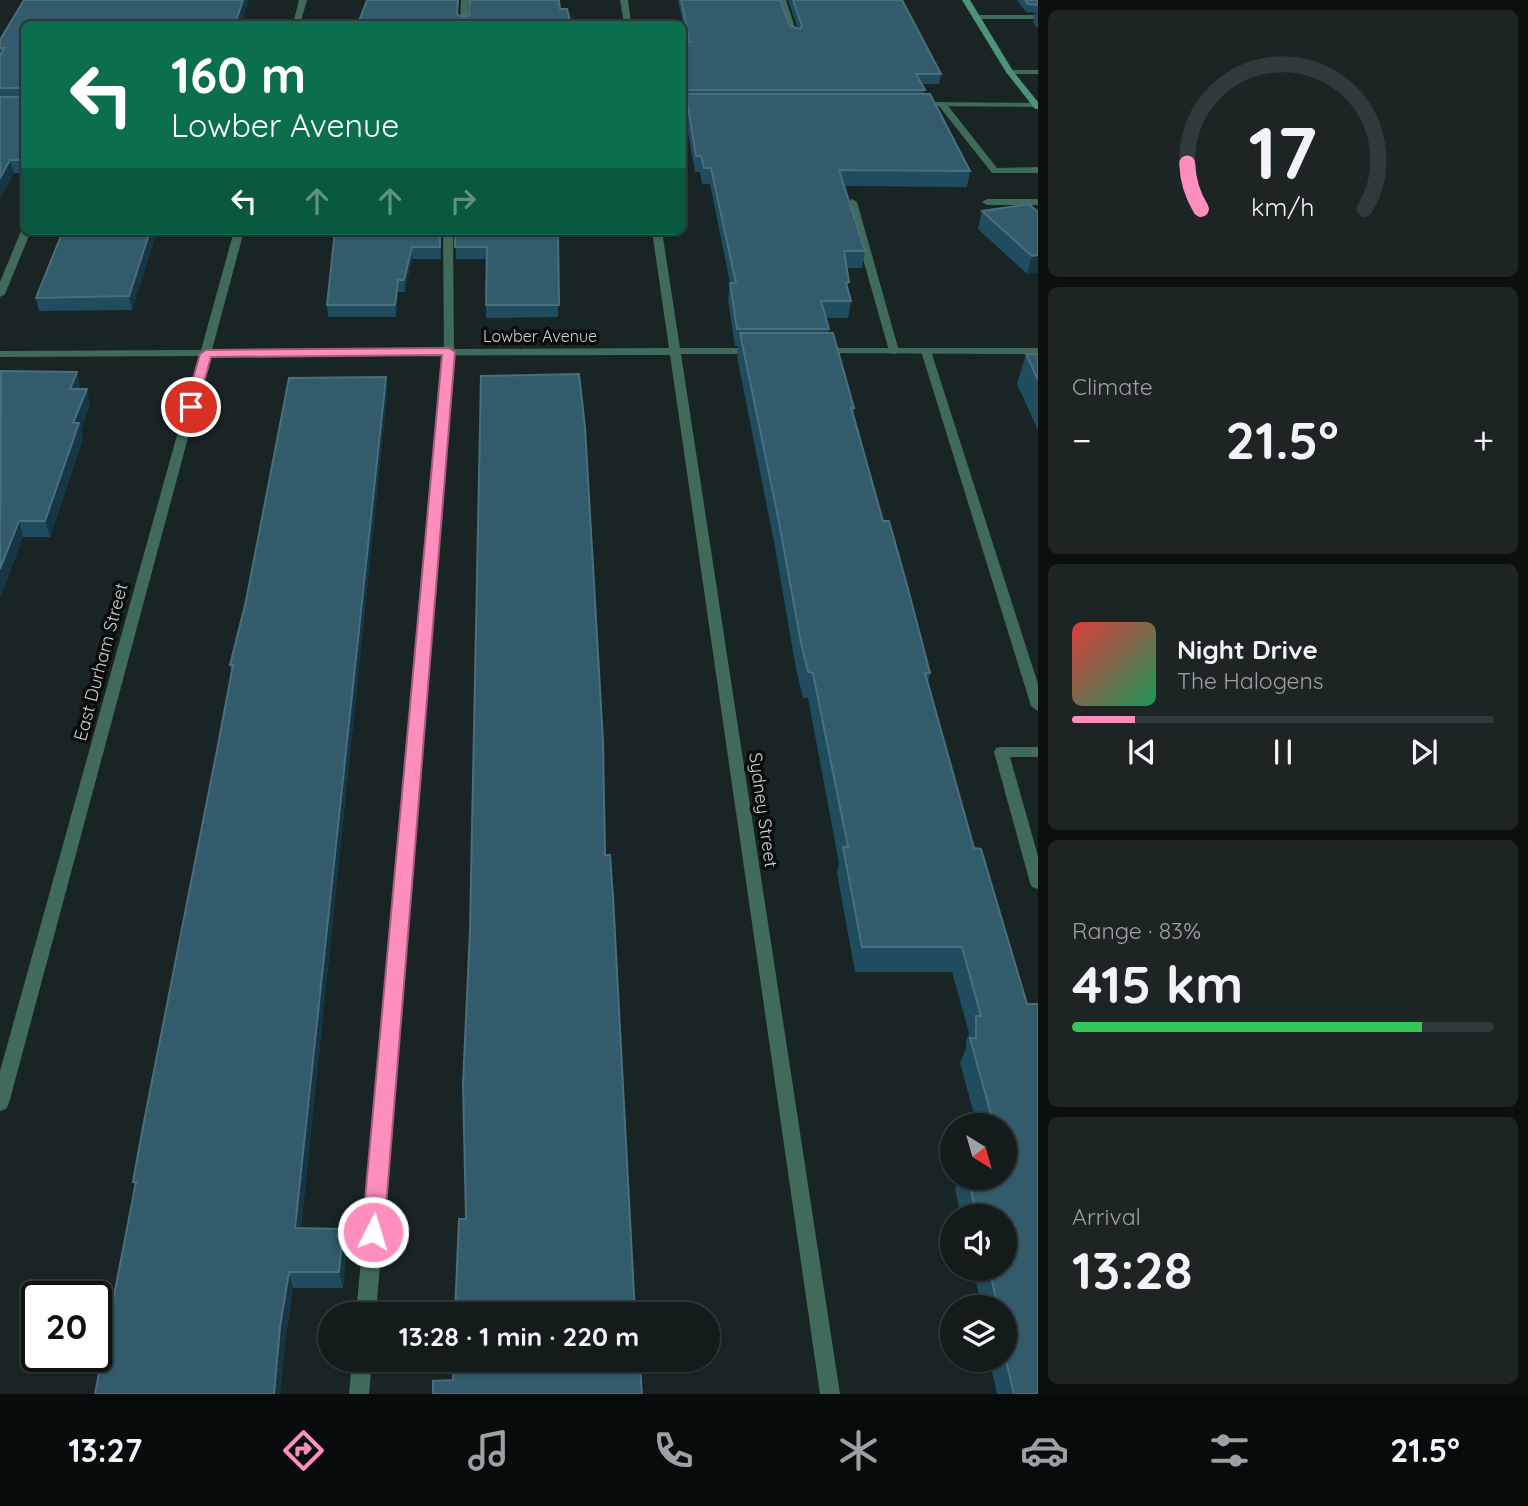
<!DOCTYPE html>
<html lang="en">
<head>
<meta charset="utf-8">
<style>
  body { margin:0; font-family:Quicksand,sans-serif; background:#1c2424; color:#f1f3f6; height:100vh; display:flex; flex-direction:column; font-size:26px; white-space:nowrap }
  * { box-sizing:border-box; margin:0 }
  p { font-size:23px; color:#9da1a3 }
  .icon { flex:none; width:38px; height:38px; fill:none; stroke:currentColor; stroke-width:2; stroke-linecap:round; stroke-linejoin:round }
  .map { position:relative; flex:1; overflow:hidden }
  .side { display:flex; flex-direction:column; gap:10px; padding:10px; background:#0a0f0f; width:490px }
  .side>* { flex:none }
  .hud { position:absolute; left:21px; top:21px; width:665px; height:214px; border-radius:10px; box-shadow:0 2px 5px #0004,0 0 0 2px #32393a; background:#0b6e4f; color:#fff; overflow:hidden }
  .needle { width:46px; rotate:143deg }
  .controls { position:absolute; left:940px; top:1113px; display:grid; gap:14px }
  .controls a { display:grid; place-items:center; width:77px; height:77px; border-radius:50%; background:#131b1b; box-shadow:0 2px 5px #0004,0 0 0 2px #32393a; font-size:35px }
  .speed { position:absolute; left:21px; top:1281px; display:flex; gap:14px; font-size:35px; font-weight:700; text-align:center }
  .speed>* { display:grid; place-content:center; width:91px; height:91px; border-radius:50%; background:#131b1b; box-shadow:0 2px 5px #0004,0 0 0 2px #32393a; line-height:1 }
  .speed .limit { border:4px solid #111; border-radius:10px; background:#fff; color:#111 }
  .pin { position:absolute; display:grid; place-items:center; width:60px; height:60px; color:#fff; margin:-30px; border:4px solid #fff; border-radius:50%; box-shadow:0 2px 7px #0007 }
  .me { position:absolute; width:77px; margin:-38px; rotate:5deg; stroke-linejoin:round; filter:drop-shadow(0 0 5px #0008) }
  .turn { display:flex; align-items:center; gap:24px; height:147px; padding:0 35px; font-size:32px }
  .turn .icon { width:91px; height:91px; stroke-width:2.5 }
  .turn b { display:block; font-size:49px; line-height:60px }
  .lanes { display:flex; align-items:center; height:66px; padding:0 35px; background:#0003; justify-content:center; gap:35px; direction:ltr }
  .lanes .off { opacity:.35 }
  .big { font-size:52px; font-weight:800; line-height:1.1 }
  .side .card { flex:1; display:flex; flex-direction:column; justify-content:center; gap:10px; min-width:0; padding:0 24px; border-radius:10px; background:#1c2424 }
  .side .dial { align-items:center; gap:0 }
  .dial svg { height:182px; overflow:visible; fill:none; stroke:#32393a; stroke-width:7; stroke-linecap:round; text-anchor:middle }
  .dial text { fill:#f1f3f6; stroke:none }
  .song { display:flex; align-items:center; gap:21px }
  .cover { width:84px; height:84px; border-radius:10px; background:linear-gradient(135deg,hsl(0 70% 55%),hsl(150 70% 35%)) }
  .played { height:7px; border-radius:4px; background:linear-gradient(90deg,#fe8ebe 15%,#32393a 15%) }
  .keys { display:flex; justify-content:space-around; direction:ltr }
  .heat { display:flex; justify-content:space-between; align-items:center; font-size:38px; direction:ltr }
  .charge { height:10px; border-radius:5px; background:linear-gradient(90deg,#34c759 83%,#32393a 0) }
  .trip { position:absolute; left:318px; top:1302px; width:402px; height:70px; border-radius:35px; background:#131b1b; box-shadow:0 2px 5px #0004,0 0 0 2px #32393a; font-weight:800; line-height:70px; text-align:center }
  .tabs { display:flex; height:112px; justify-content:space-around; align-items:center; background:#080b0b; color:#9da1a3 }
  .tabs .icon { width:49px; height:49px }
  .tabs .active { color:#fe8ebe }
  .tabs b { font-size:32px; color:#f1f3f6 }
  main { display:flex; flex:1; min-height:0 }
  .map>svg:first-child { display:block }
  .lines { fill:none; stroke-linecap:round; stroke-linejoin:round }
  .service { fill:#406a5a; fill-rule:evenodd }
  .minor { fill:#406a5a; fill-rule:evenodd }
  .secondary { fill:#4d937a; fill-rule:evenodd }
  .wall { fill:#204c5f }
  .shaded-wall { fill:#153642 }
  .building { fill:#325b6b; stroke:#4a6e7c; stroke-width:2 }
  .route { fill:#fe8ebe; stroke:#a55c7c; stroke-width:2 }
  .labels { text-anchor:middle; stroke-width:7; stroke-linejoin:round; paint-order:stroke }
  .far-street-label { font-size:16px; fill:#ccd3d3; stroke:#080c0c }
  .street-label { font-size:18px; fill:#ccd3d3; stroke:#080c0c }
</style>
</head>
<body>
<main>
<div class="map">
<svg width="1038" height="1394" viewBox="0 0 1038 1394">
  <rect width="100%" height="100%" fill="#192424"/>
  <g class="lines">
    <path class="service" d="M461 0H469L467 24H460Z
      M778 0H786L798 37 791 35Z
      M1010 70H1038V74H1007L1006 72Z
      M939 102H945L997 168 1038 167V173H992L939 106Z
      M852 199 857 202 899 351 898 353 894 354 889 351 847 202Z
      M1038 199V205H987L982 202 987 199Z
      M24 229V231H31L5 294 0 297V282L21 231Z
      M443 231H453L454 352 376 1314H356L444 352Z
      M926 348 931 351 1038 684V711L1031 706 921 351Z
      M1001 747H1038V757H1010L1038 856V889L1032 887 1030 883 994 752 996 748Z
      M352 1360H372L369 1394H349Z"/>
    <path class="minor" d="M299 0H307L300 24H293Z
      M620 0H628L631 24H624Z
      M973 15H1038V19H973Z
      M915 102 1036 103 1038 107 918 106H915Z
      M234 231H244L212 350 669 348 652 231H662L680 348H755L760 351 755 354H681L840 1394H820L670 355 210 356 9 1103 6 1109 0 1111V1071L199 356 0 357V351L201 350Z
      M820 348H1038V354L816 353 815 351Z"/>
    <path class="secondary" d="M962 0H970L1013 71 1038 102V109H1035L1006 72Z"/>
  </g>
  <path class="wall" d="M24 0H249L240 24H24V173H14L0 198V40Z
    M678 0H780L790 26 798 29 788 0H902L941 74 939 84H922L925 90 924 94 970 171 967 187 844 186 865 251 862 268H847L848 289 851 301 848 318H826L829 329 828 333 854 408 853 415 883 521 930 673 928 682 974 848 1038 1394H997L990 1362 991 1360H1004V1307H982L973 1269H1004V1216H961L955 1189 960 1178H1004V1125H977L960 1063 966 1048V1041L969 1033 952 972H855L837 873 839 863 808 698H803L796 669 775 547 737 357 738 346H735L728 300 730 283 710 184H702L700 172H695L684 110 685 100H683L682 99V42H687Z
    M1017 0H1038V13L1026 12Z
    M1038 13V29L1033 22 1034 14Z
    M982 211 1038 212V272L1027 274 978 229Z
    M63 231H157L132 310 39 311 36 298Z
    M335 231H440L441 259H412L405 292H398L396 317H328L327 305Z
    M455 231H558V317L486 318 487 259H456Z
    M1026 354H1038V430L1017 384Z
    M77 372 80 387V389L90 404 81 430 83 438 50 537H23L0 598V373Z
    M386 377 387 396 301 1228 347 1246 343 1288H293L285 1342 280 1394H95L135 1186 133 1182 218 745 232 672 230 665Z"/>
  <path class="shaded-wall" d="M243 0H249L241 24H235Z
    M10 160 14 173 0 198V178Z
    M150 231H157L132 310 129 296Z
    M412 247V259L405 292 404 280Z
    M1038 255V272L1027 274 1032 256Z
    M398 280V292L396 317 395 305Z
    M77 372 80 387 73 404 70 389Z
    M386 377 387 396 299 1245 295 1228Z
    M87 389 90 404 81 430 83 438 50 537 45 521 73 423Z
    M19 521 23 537 0 598V569Z
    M343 1229 347 1246 343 1288 339 1272Z
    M289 1272 293 1288 285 1342 280 1394H274L280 1327Z"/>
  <path class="building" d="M24 0H243L235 24H24V160H10L0 178V97H21L24 91 21 88H0V56L4 48H0V40Z
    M367 0H458L457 14 460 16H469L470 0H559L560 9H567L571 24H358Z
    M681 0H780L790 26 800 29 802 26 793 0H902L941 74H916L925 90H684L682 83V42H690Z
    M1025 0H1038V5L1028 4Z
    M686 94H930L970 171 839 170 865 251H844L849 282 846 283 851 301H821L829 329H737L730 283H736L711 168H704L701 156H696Z
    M1029 204 1038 212V255L1032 256 982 211Z
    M63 231H150L129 296 36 298Z
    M335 231H440V247H412L404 280H398L395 305H327Z
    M455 231H558L559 305H486L487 247H455Z
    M740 333H833L854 408 851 407 883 521H889L907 585 930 673H925L974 848 981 849 1027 1004H1038V1394H1014L1004 1352V1341H1006L1004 1333V1307H998L989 1269H1004V1216H977L968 1178H1004V1125H994L970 1038H976V1016H981L962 947H862L843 847H848L813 673 808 672 801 643 779 522Z
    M1026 354H1038V380Z
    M1 371 77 372 70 389H87L73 423H79L45 521H19L0 569Z
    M579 374 585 427 603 741 605 855H610L613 896 635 1314H455L459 1219H466L463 1084 470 930 481 376Z
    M386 377 295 1228 343 1229 339 1272H289L280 1327 274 1394H95L136 1182H133L142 1132 218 745 233 665H230L246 601 289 378Z
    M454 1360H637L638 1367H640L642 1394H433V1381L453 1380Z"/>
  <path class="route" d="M449 348 455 352 384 1232 380 1239 373 1242 365 1239 362 1232 442 355 211 357 197 407 191 411 185 407 200 354 206 350Z"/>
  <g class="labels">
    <g class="far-street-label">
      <text x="540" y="342">Lowber Avenue</text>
    </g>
    <g class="street-label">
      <text transform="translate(101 662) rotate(-75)" y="6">East Durham Street</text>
      <text transform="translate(763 810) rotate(82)" y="6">Sydney Street</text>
    </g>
  </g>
</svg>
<div class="controls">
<a><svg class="needle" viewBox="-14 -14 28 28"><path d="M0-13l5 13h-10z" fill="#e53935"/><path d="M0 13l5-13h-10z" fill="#9da1a3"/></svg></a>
<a><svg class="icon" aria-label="sound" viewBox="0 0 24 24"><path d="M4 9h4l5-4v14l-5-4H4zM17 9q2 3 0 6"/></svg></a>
<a><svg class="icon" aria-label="layers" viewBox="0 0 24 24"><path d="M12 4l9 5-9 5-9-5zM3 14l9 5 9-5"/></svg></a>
</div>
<div class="speed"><div class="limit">20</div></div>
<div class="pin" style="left:191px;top:407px;background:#d93025"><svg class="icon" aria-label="arrive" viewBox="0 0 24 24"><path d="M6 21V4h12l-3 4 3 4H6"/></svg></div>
<svg class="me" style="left:373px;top:1232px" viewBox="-20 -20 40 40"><circle r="17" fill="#fe8ebe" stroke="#fff" stroke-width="3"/><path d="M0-11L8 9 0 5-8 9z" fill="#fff"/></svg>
<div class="trip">13:28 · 1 min · 220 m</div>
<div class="hud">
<div class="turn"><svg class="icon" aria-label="left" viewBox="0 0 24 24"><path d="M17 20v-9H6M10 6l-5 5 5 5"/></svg><div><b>160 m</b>Lowber Avenue</div></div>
<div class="lanes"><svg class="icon" aria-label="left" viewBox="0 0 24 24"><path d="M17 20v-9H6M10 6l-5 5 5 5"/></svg><svg class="icon off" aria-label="ahead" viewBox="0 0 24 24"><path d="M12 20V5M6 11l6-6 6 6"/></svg><svg class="icon off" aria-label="ahead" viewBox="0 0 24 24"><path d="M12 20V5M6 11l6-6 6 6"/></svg><svg class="icon off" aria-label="right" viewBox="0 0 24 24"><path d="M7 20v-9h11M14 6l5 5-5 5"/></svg></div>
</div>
</div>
<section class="side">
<div class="card dial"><svg viewBox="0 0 100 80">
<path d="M14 69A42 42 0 1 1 86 69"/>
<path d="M14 69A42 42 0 0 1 8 49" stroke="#fe8ebe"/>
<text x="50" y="56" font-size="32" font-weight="700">17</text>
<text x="50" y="72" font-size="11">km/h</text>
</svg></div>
<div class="card"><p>Climate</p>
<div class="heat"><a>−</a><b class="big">21.5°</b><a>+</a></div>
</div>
<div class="card">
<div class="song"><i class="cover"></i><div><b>Night Drive</b><p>The Halogens</p></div></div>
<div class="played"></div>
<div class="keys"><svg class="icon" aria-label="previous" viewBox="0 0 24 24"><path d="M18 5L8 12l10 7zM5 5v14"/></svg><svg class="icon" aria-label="pause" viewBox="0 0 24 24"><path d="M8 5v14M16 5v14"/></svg><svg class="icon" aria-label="next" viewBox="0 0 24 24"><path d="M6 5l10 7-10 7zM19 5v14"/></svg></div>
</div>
<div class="card"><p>Range · 83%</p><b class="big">415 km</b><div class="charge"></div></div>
<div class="card"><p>Arrival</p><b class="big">13:28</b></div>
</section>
</main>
<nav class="tabs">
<b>13:27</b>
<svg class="icon active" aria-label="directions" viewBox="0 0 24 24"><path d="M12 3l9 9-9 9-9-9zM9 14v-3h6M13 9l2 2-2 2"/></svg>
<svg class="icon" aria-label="music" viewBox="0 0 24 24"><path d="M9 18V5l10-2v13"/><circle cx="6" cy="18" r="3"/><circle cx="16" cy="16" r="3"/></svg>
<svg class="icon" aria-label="phone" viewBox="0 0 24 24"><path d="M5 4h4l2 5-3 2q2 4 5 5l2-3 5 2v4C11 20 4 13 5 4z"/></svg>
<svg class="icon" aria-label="climate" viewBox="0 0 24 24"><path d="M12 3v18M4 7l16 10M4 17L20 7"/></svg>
<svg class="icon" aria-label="car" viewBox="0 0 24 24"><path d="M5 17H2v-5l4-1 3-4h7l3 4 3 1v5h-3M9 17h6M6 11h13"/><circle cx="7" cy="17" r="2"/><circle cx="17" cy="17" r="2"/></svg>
<svg class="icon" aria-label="filters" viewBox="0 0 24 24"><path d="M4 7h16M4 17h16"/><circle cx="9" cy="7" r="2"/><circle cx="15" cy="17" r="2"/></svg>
<b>21.5°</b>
</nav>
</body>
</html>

Work order:
In the records above, the line with "display:grid; place-items:center; width:77px;" marks the start and the line with "display:grid; place-content:center; width:91px;" marks the end; copy that stretch exactly, both lines included, and nothing else.

Reply:
  .controls a { display:grid; place-items:center; width:77px; height:77px; border-radius:50%; background:#131b1b; box-shadow:0 2px 5px #0004,0 0 0 2px #32393a; font-size:35px }
  .speed { position:absolute; left:21px; top:1281px; display:flex; gap:14px; font-size:35px; font-weight:700; text-align:center }
  .speed>* { display:grid; place-content:center; width:91px; height:91px; border-radius:50%; background:#131b1b; box-shadow:0 2px 5px #0004,0 0 0 2px #32393a; line-height:1 }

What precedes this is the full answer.